DevOps / Sys Admin Q & A #13 : Is the Website down?
One of the first questions we want to answer when we can't reach a web server is whether the problem is on our end or on the remote end.
In this article, we assume that our problem is not on the network.
We can route to the machine, but we can't access the web server on port 80.
The next test is to see whether the port is even open. There are number of different ways to do this.
For one, we could try telnet:
$ telnet 188.8.131.52 80 Trying 184.108.40.206... telnet: Unable to connect to remote host: Connection timed out
If we see "Connection refused", then either the port is down (most likely Apache/Nginx isn't running on the remote host or isn't listening on that port) or the firewall is blocking our access.
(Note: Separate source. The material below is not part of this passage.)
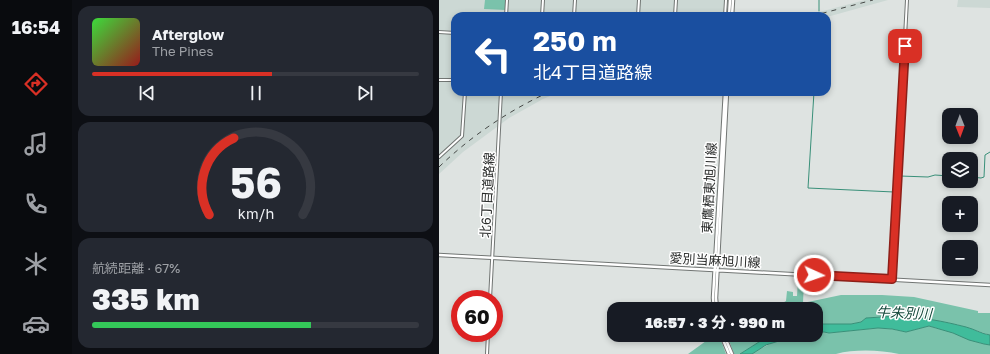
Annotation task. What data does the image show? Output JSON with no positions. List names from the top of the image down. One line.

If telnet can connect, then, well, we don't have a networking problem at all.
If the web service is up but just isn't working the way we expect it to, we need to investigate our Apache configuration on the web server.
We may want to use nmap (Network Mapper) to test ports because it can often detect firewalls.
The output from nmap is a list of scanned targets, with supplemental information on each depending on the options used.
Key among that information is the "interesting ports table". That table lists the port number and protocol, service name, and state. The state is either open, filtered, closed, or unfiltered:
- Open means that an application on the target machine is listening for connections/packets on that port.
- Filtered means that a firewall, filter, or other network obstacle is blocking the port so that Nmap cannot tell whether it is open or closed. In other words, a filtered Nmap cannot determine whether the port is open because packet filtering prevents its probes from reaching the port. The filtering could be from a dedicated firewall device, router rules, or host-based firewall software...
- Closed ports have no application listening on them, though they could open up at any time.
- Ports are classified as unfiltered when they are responsive to Nmap's probes, but Nmap cannot determine whether they are open or closed.
- The nmap reports the state combinations open|filtered and closed|filtered when it cannot determine which of the two states describe a port.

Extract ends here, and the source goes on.